Read No Evil: Censorship in American Schools
“Censorship is like telling a man he can’t have a steak
just because a baby can’t chew it.” This quote by Robert
A. Heinlein, an American author of over 59 stories, perfectly illustrates the
very essence of censorship itself. When a society deems that something is unfit
for some, it censors it from all. This blatant eradication of the First
Amendment is specifically seen in American schools today.
Censorship not only
personally affects students’ growth, but it is legally objectionable. Countless
court cases regarding schools and censorship have arisen throughout the years,
dealing with the elusive First Amendment Rights student so rarely receive. The
law guarantees free speech yet somehow, schools and their students are exempt
from the blanket of protection it offers. Instead of learning institutions
shielding Huckleberry Finn, Catcher in the Rye, and countless
other classics that have become an integral part of literature, they are the
forces that drive the attacks.
Censorship in schools should be ended because is it stifles
student’s creativity, restricts teachers, and limits perspectives. Censorship
should not be tolerated under any circumstance, especially in a place that claims
to open young minds. By blocking topics, you only block understanding, and
without understanding, people can never truly grow wiser or come to accept each
other.
Some people may claim that students are too young to be able
to decide what they should read. However, this goes against the 1969 Tinker v. Des Moines decision, where students should not
"shed their constitutional rights to freedom of speech or expression at
the schoolhouse gate." (Ray) Another argument is that teachers have
the right to limit what the students can and cannot read. This has been refuted
by the Supreme Court when it was determined that
students had the right not to be coerced by school administrators to doing
something they disagreed with. (‘Rights’)
Students cannot be creative in an environment that is
constantly restricting their work and putting limits on what can be made. One
high school student in Pennsylvania wrote an article for her school paper, and
it was not allowed to be printed. The controversial subject? Ironically,
censorship in high schools. (Courogen) Sadly, this is not just one isolated
incident; cases like this are happing in high schools everywhere.
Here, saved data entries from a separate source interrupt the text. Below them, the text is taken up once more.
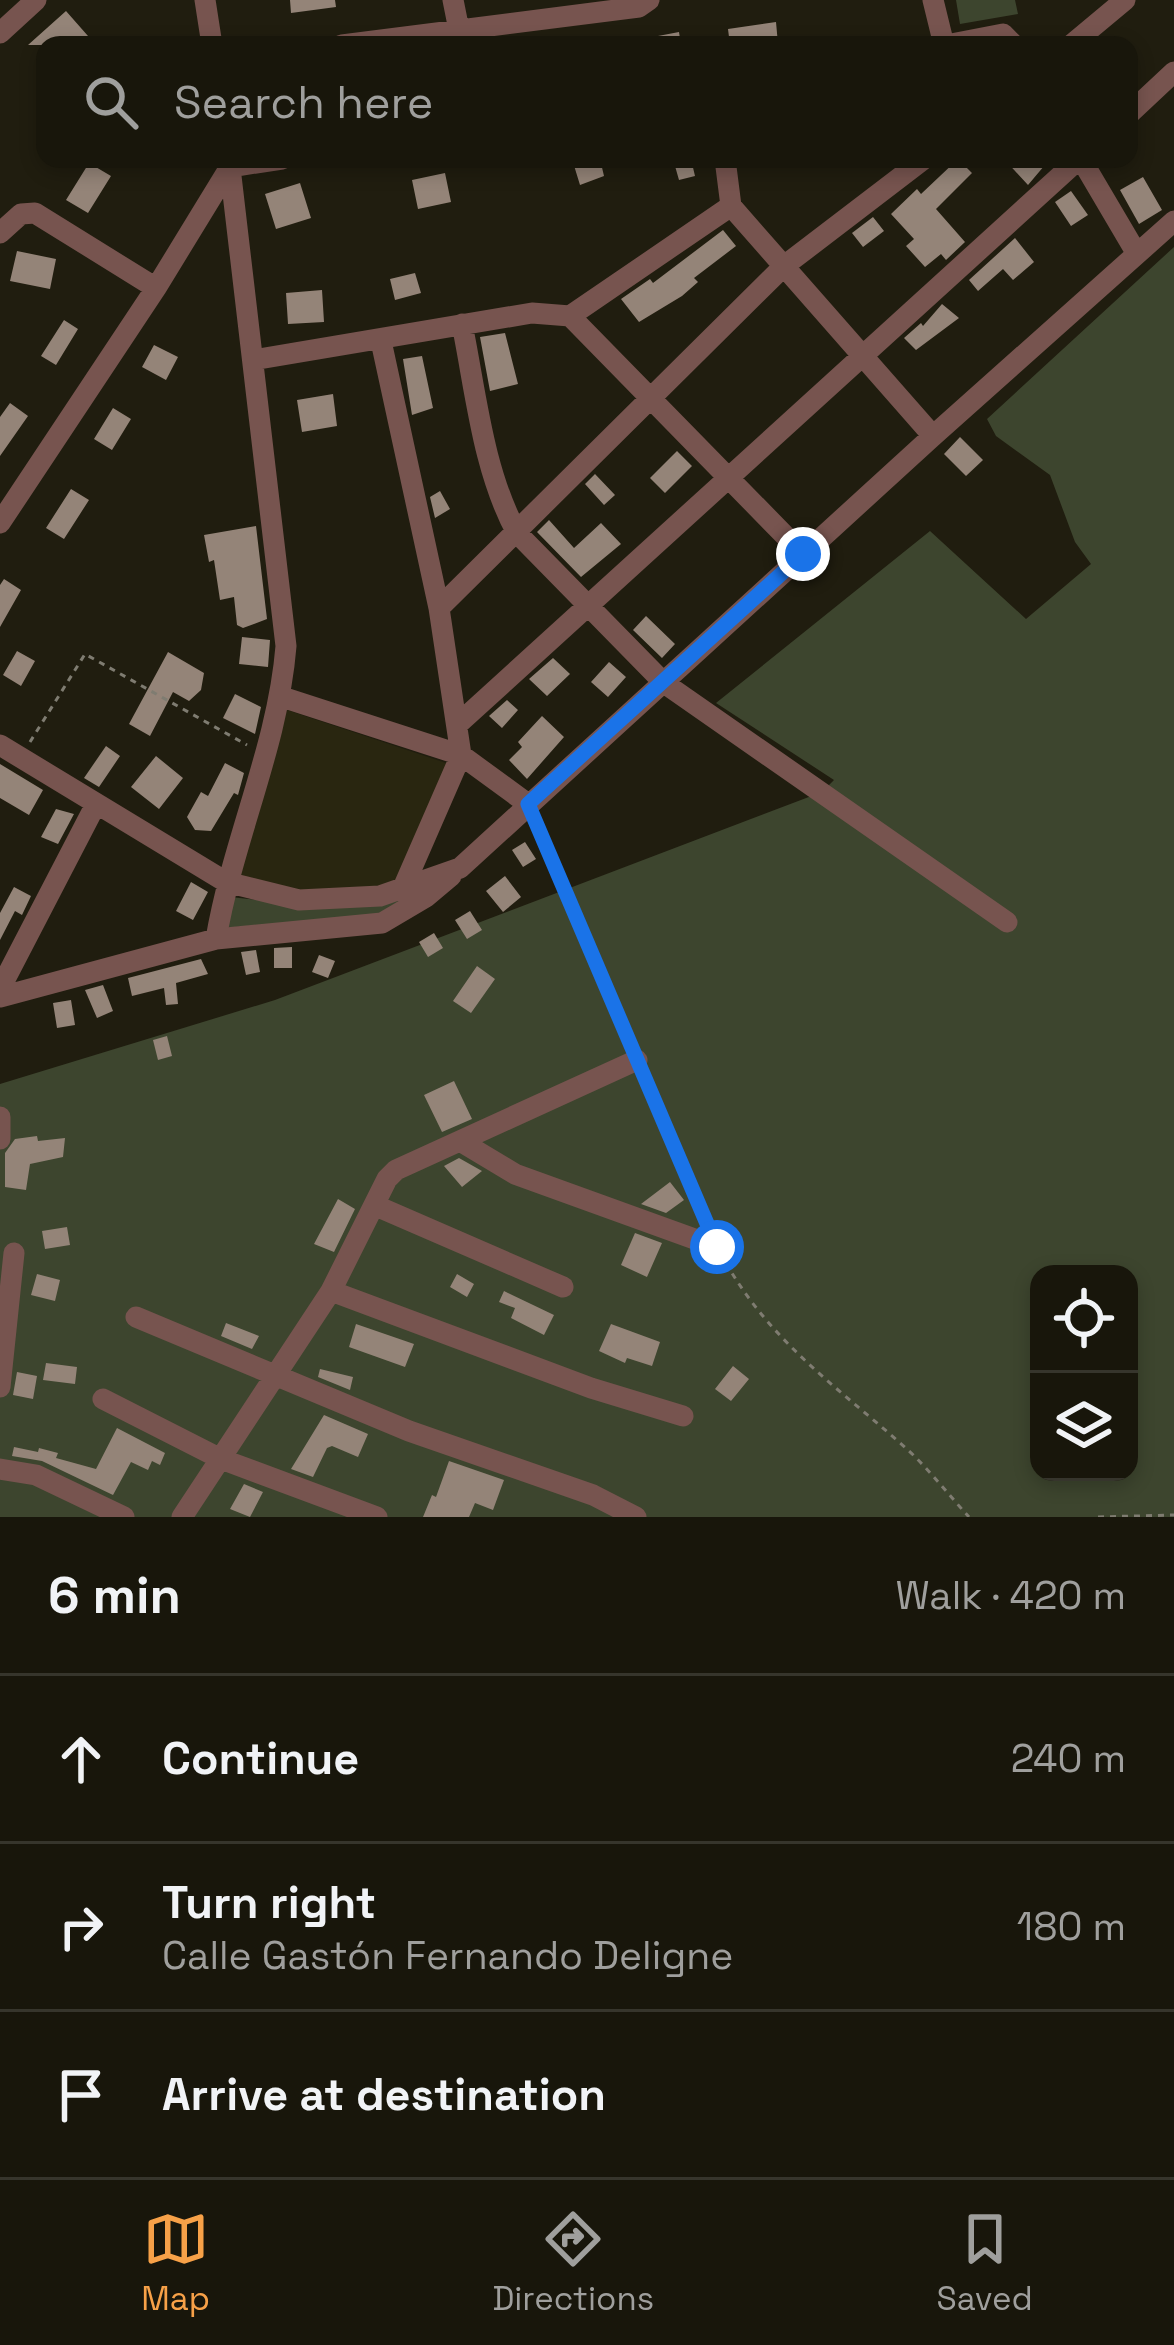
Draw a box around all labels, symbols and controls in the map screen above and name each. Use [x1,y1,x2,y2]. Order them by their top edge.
search box [36,36,1138,168]
icon: search [78,69,144,135]
text: Search here [174,74,433,131]
route end [776,527,830,581]
route start [690,1220,744,1274]
map controls [1030,1265,1138,1481]
button: locate [1030,1265,1138,1373]
button: layers [1030,1373,1138,1481]
text: 6 min [48,1563,181,1628]
text: Walk · 420 m [896,1571,1126,1620]
icon: ahead [48,1726,114,1792]
text: Continue [162,1730,359,1787]
text: 240 m [1011,1734,1126,1783]
text: Turn right [162,1874,376,1931]
icon: right [48,1894,114,1960]
text: 180 m [1017,1902,1126,1951]
text: Calle Gastón Fernando Deligne [162,1931,733,1980]
icon: arrive [48,2062,114,2128]
text: Arrive at destination [162,2066,606,2123]
tab: Map [141,2206,210,2320]
tab: Directions [492,2206,654,2320]
tab: Saved [937,2206,1033,2320]

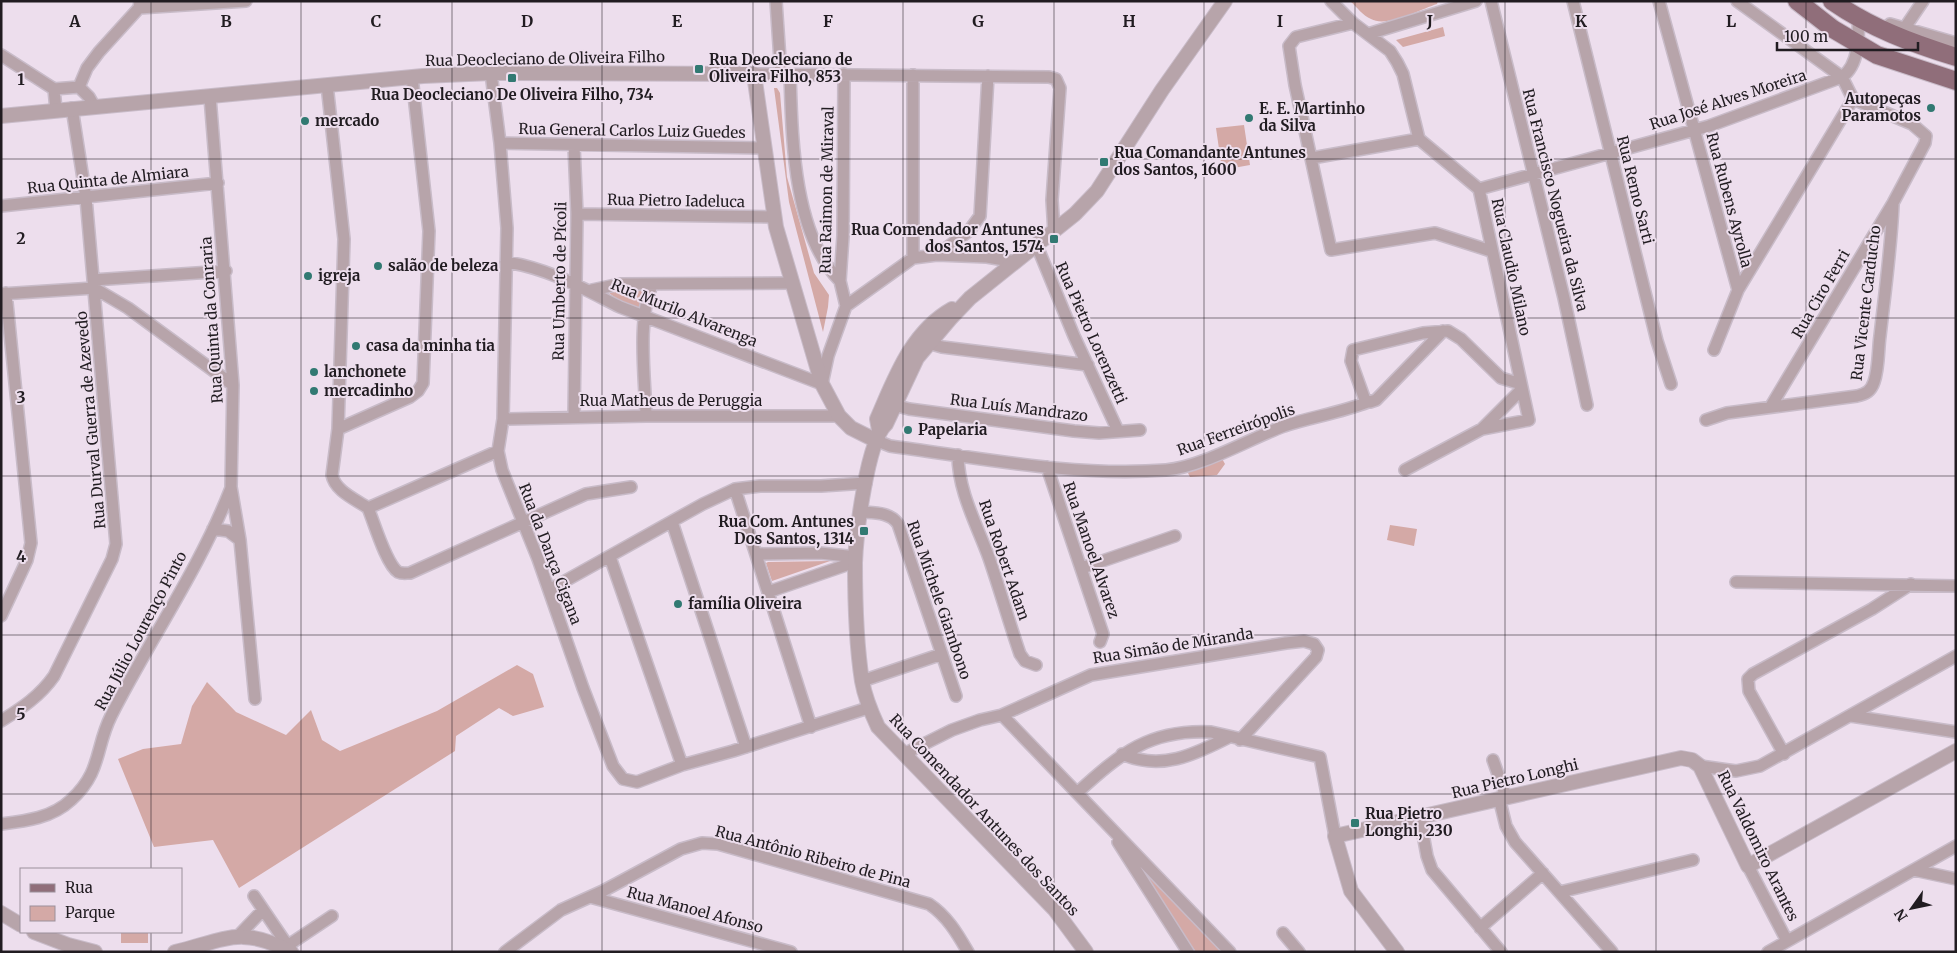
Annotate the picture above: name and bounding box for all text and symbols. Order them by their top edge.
text: A [68,11,81,31]
text: B [220,11,232,31]
text: C [371,11,381,31]
text: D [521,11,533,31]
text: E [672,11,683,31]
text: F [823,11,833,31]
text: G [972,11,984,31]
text: H [1122,11,1136,31]
text: I [1277,11,1283,31]
text: J [1426,11,1433,31]
text: K [1575,11,1587,31]
text: L [1726,11,1736,31]
scale bar [1777,20,1918,52]
text: 100 m [1784,27,1828,46]
street label: Rua Deocleciano de Oliveira Filho [425,47,665,70]
place label: Rua Deocleciano de Oliveira Filho, 853 [709,50,852,87]
marker: Rua Deocleciano de Oliveira Filho, 853 [693,63,705,75]
street label: Rua José Alves Moreira [1647,65,1809,134]
text: 1 [17,69,25,89]
marker: Rua Deocleciano De Oliveira Filho, 734 [506,72,518,84]
place label: Rua Deocleciano De Oliveira Filho, 734 [371,85,654,105]
street label: Rua Francisco Nogueira da Silva [1519,86,1592,313]
place label: Autopeças Paramotos [1841,89,1921,125]
place label: E. E. Martinho da Silva [1259,99,1365,135]
marker: Autopeças Paramotos [1925,102,1937,114]
street label: Rua Raimon de Miraval [816,106,837,274]
place label: mercado [315,111,379,130]
marker: E. E. Martinho da Silva [1243,112,1255,124]
marker: mercado [299,115,311,127]
street label: Rua General Carlos Luiz Guedes [518,119,746,142]
street label: Rua Rubens Ayrolla [1702,130,1757,270]
street label: Rua Remo Sarti [1613,134,1658,246]
place label: Rua Comandante Antunes dos Santos, 1600 [1114,143,1306,180]
marker: Rua Comandante Antunes dos Santos, 1600 [1098,156,1110,168]
street label: Rua Quinta de Almiara [26,162,190,197]
street label: Rua Pietro Iadeluca [607,190,745,211]
street label: Rua Claudio Milano [1488,196,1535,338]
street label: Rua Umberto de Pícoli [549,201,570,361]
place label: Rua Comendador Antunes dos Santos, 1574 [851,220,1044,257]
street label: Rua Vicente Carducho [1847,224,1884,382]
text: 2 [16,228,26,248]
marker: Rua Comendador Antunes dos Santos, 1574 [1048,233,1060,245]
street label: Rua Quinta da Conraria [196,236,227,404]
street label: Rua Ciro Ferri [1788,246,1854,341]
place label: salão de beleza [388,256,499,275]
street label: Rua Pietro Lorenzetti [1052,259,1131,407]
marker: salão de beleza [372,260,384,272]
place label: igreja [318,266,361,285]
marker: igreja [302,270,314,282]
street label: Rua Murilo Alvarenga [608,274,760,351]
street label: Rua Durval Guerra de Azevedo [71,310,109,530]
place label: casa da minha tia [366,336,496,355]
marker: casa da minha tia [350,340,362,352]
place label: lanchonete [324,362,406,381]
marker: lanchonete [308,366,320,378]
place label: mercadinho [324,381,413,400]
marker: mercadinho [308,385,320,397]
text: 3 [16,387,26,407]
street label: Rua Luís Mandrazo [949,390,1089,425]
street label: Rua Matheus de Peruggia [580,391,762,410]
street label: Rua Ferreirópolis [1174,399,1297,460]
place label: Papelaria [918,420,988,439]
marker: Papelaria [902,424,914,436]
street label: Rua Manoel Alvarez [1059,479,1124,621]
street label: Rua da Dança Cigana [515,480,586,627]
street label: Rua Robert Adam [975,497,1034,623]
place label: Rua Com. Antunes Dos Santos, 1314 [718,512,854,549]
street label: Rua Michele Giambono [903,518,976,682]
marker: Rua Com. Antunes Dos Santos, 1314 [858,525,870,537]
text: 4 [16,546,26,566]
street label: Rua Júlio Lourenço Pinto [91,548,191,713]
place label: família Oliveira [688,594,803,613]
marker: família Oliveira [672,598,684,610]
street label: Rua Simão de Miranda [1091,623,1254,668]
text: 5 [16,704,26,724]
street label: Rua Comendador Antunes dos Santos [886,710,1083,920]
street label: Rua Pietro Longhi [1450,755,1580,802]
street label: Rua Valdomiro Arantes [1714,767,1803,924]
place label: Rua Pietro Longhi, 230 [1365,804,1453,841]
marker: Rua Pietro Longhi, 230 [1349,817,1361,829]
street label: Rua Antônio Ribeiro de Pina [713,821,913,892]
legend [20,868,182,933]
text: Rua [65,878,93,897]
street label: Rua Manoel Afonso [625,882,765,937]
north arrow [1887,883,1937,933]
text: Parque [65,903,115,922]
text: N [1891,906,1912,925]

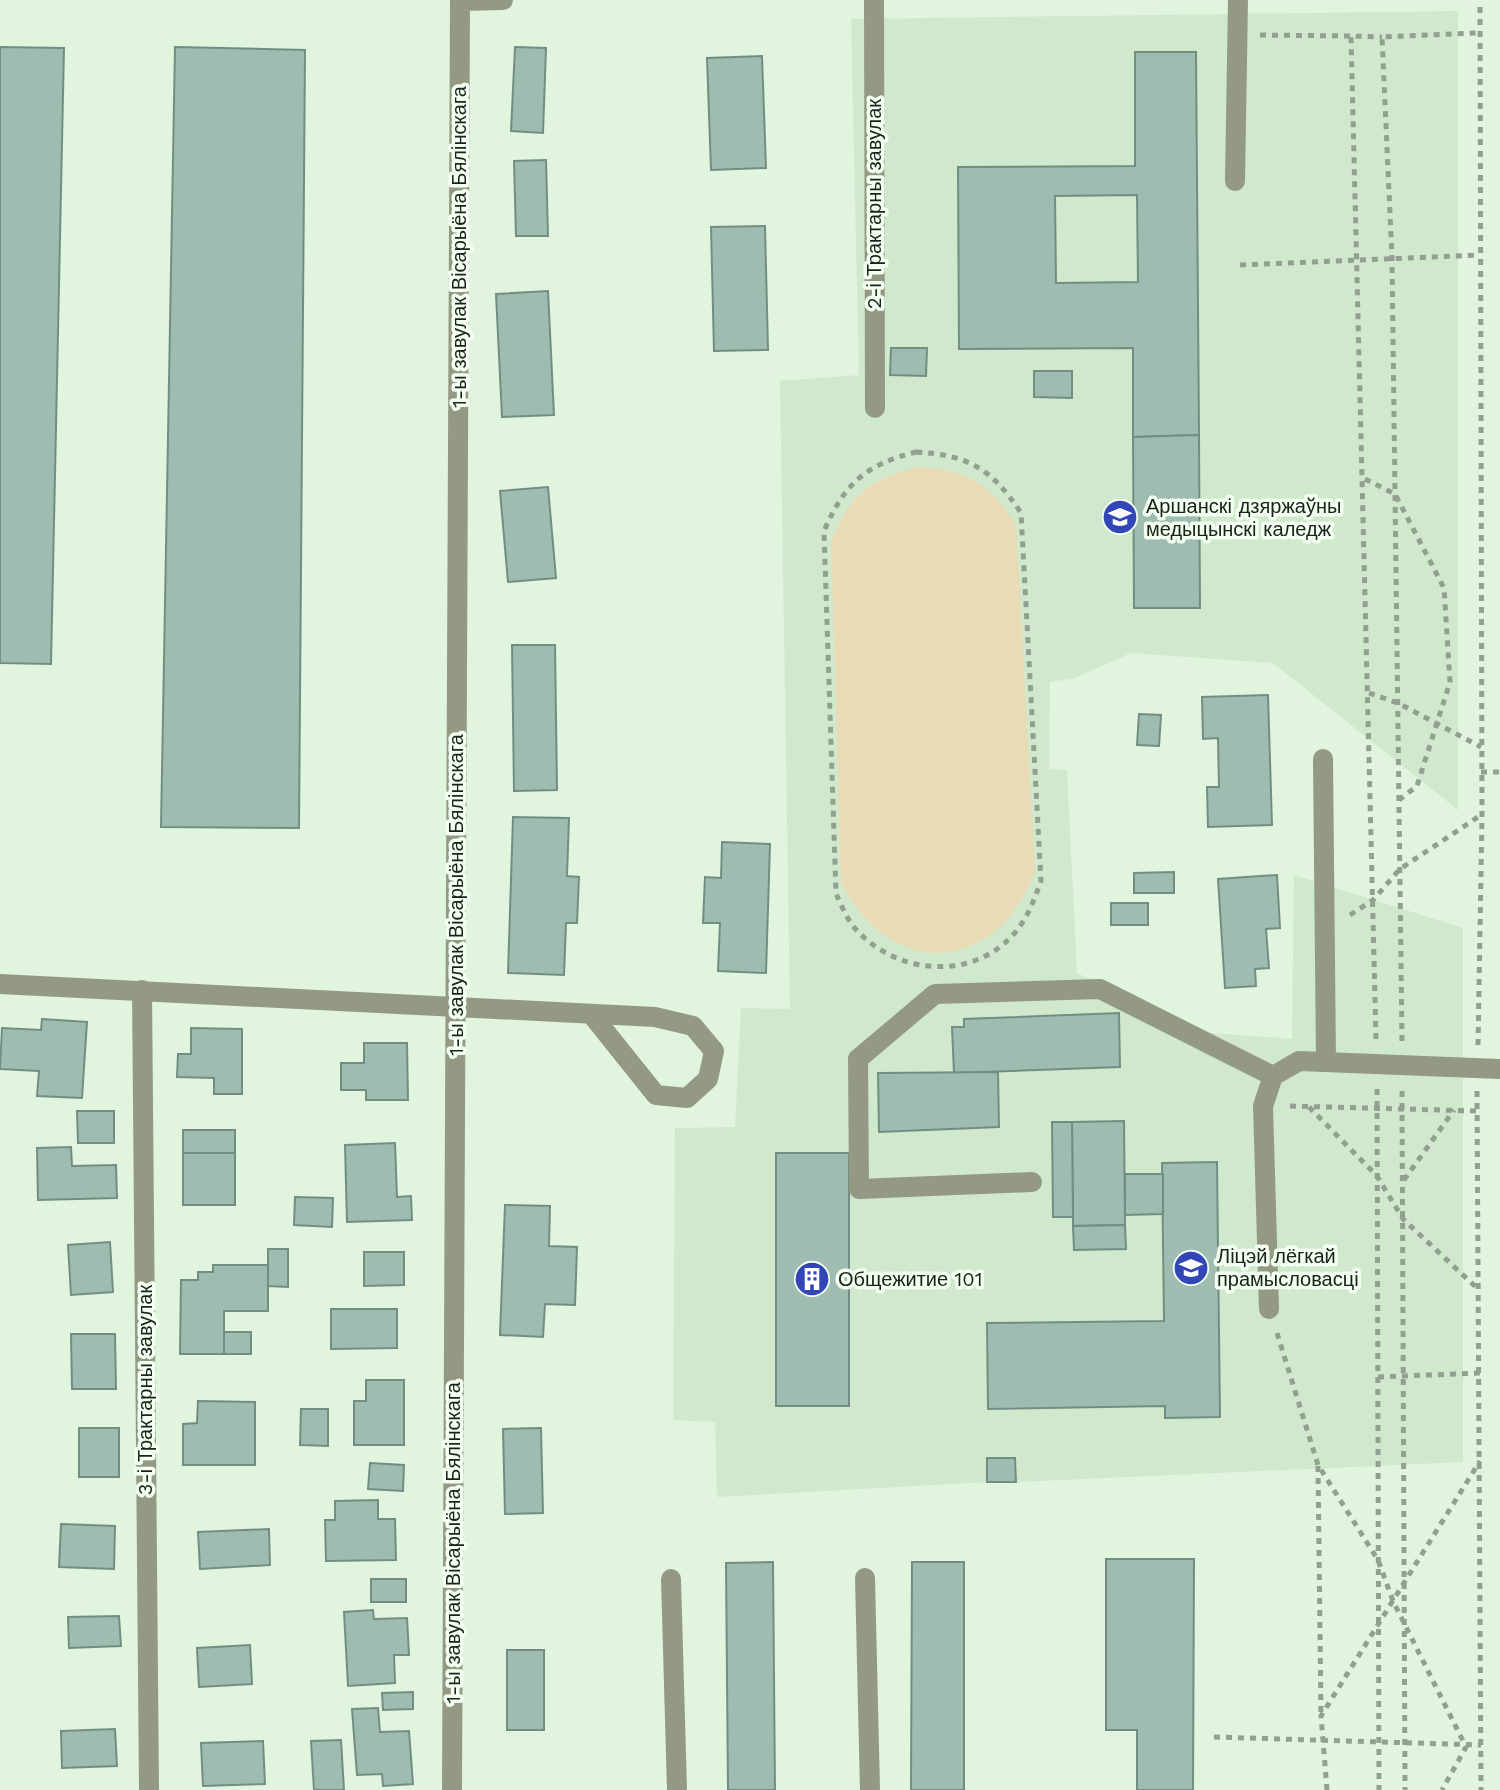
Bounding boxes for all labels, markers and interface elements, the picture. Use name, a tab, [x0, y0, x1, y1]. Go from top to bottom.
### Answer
street label: 1-ы завулак Вісарыёна Бялінскага	[447, 85, 471, 408]
street label: 2-і Трактарны завулак	[862, 99, 886, 309]
place label: Аршанскі дзяржаўны медыцынскі каледж	[1146, 494, 1341, 541]
school or university icon: Аршанскі дзяржаўны медыцынскі каледж	[1101, 498, 1139, 536]
street label: 1-ы завулак Вісарыёна Бялінскага	[444, 733, 468, 1056]
place label: Ліцэй лёгкай прамысловасці	[1217, 1244, 1359, 1291]
school or university icon: Ліцэй лёгкай прамысловасці	[1172, 1249, 1210, 1287]
building icon: Общежитие 101	[793, 1260, 831, 1298]
place label: Общежитие 101	[838, 1267, 983, 1291]
street label: 3-і Трактарны завулак	[133, 1285, 157, 1495]
street label: 1-ы завулак Вісарыёна Бялінскага	[441, 1381, 465, 1704]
The First
Amendment Center, a group dedicated to preserving free speech, states ‘Students
have been suspended for writing short stories, poems, and artwork that school
officials have deemed dangerous.’ (Artistic
Expression) Even students as young as the first grade are having their
rights questioned, and ultimately, taken away.
One first grader
wrote a poem honoring her grandfather’s service in the Vietnam War, where she
included the line “He prayed to God for peace, he prayed to God for strength.”
(‘WNP’) This seemingly innocent line ignited a fiery debate between whether the
school board should allow the young girl to recite it or not. The second grader
lost the battle and the right to recite her piece. By not allowing the poem
because of the word ‘God’, the school loses a voice filled with individual
thoughts and ideas.
Creativity is not only brutally slaughtered on the
student’s side, but it restricts teachers as well. Jane Agee, associate professor of Language in
Education at the University at Albany, states, “One teacher had to decide if
texts were ‘worth going for.’” (Agee) This quote shows that even if teachers
may be indirectly placing the censors; they are still affected by it. If a
teacher is put in the position to decide whether a book is worth the effort or
risk, it obviously means that restrictions have been put on their own
creativity in terms of teaching.
In another case, a school was to perform a play written
about the war in Iraq. Paul Rieckhoff, journalist for the Huffington post,
reports, “The school principal Timothy H. Canty feared the script's political
implications and chose to shut the play down before it was ever performed.”
(Rieckhoff) This example of a play being shut down is the epitome of creativity
being strangled by the noose of censorship. Performing a show is no small feat,
which takes and an immense amount of effort and collaboration from both
students and faculty, and to have the play shut down is an insult to everyone
that worked on it. In one fell swoop, an entire school lost expression and
creativity.
Censorship also limits perspective by
censoring what books student can and cannot read, and also what they can and
cannot write. The American Library Association, the
oldest and largest library association in the world, reports that this
year alone, U.S. schools have banned more than 20 books and faced more than 50
other challenges. (Diamond)
By banning over 20 books students lose
so much perspective and are missing out on what is censored. The National Guild
of English Teachers, a group founded on uniting American English teachers, states
“…To deny the freedom of choice in fear that it may be unwisely used is to
destroy the freedom itself.” (‘Censorship’) This statement is very powerful as
it expresses how crucial the right to read is. It also goes on to tell how by
denying students the freedom, is to take it away. By not allowing students to
read, that is exactly what schools are doing.
An example of losing a unique
perspective can be found in Krystal Meyers, a student at Lenoir City High
School in Tennessee, who had her editorial in her school paper removed because
it was about atheism. (Judge) This case
shows how original thinking and uniqueness is being stifled at school. Her
article was not specifically targeting, offending, or hurting anyone with opposite
beliefs of hers; she was only looking to express her feelings on a cause near
to her. If teachers and schools limit what students write about they are taking
their freedom to original thoughts away and also, depriving the rest of the
student body from gaining perspective on unpopular or controversially subjects.
In conclusion, censorship is a plague
that must be stopped because it stifles student's creativity, restricts teachers,
and limits perspectives. William Douglas, an Associate Justice of the Supreme Court of the United States for 36 years, said
“Restrictions of free thought and free speech is the most dangerous of all
subversion. It is the one un-American act that could most easily defeat us.” Despite warnings of censorship causing our own
demise, as stated in the previous quote, Americans, as they stand at the
crossroad between free speech and censorship, struggle with that choice. By releasing schools from the shackles of
censorship that weigh it down, America can truly learn what freedom is.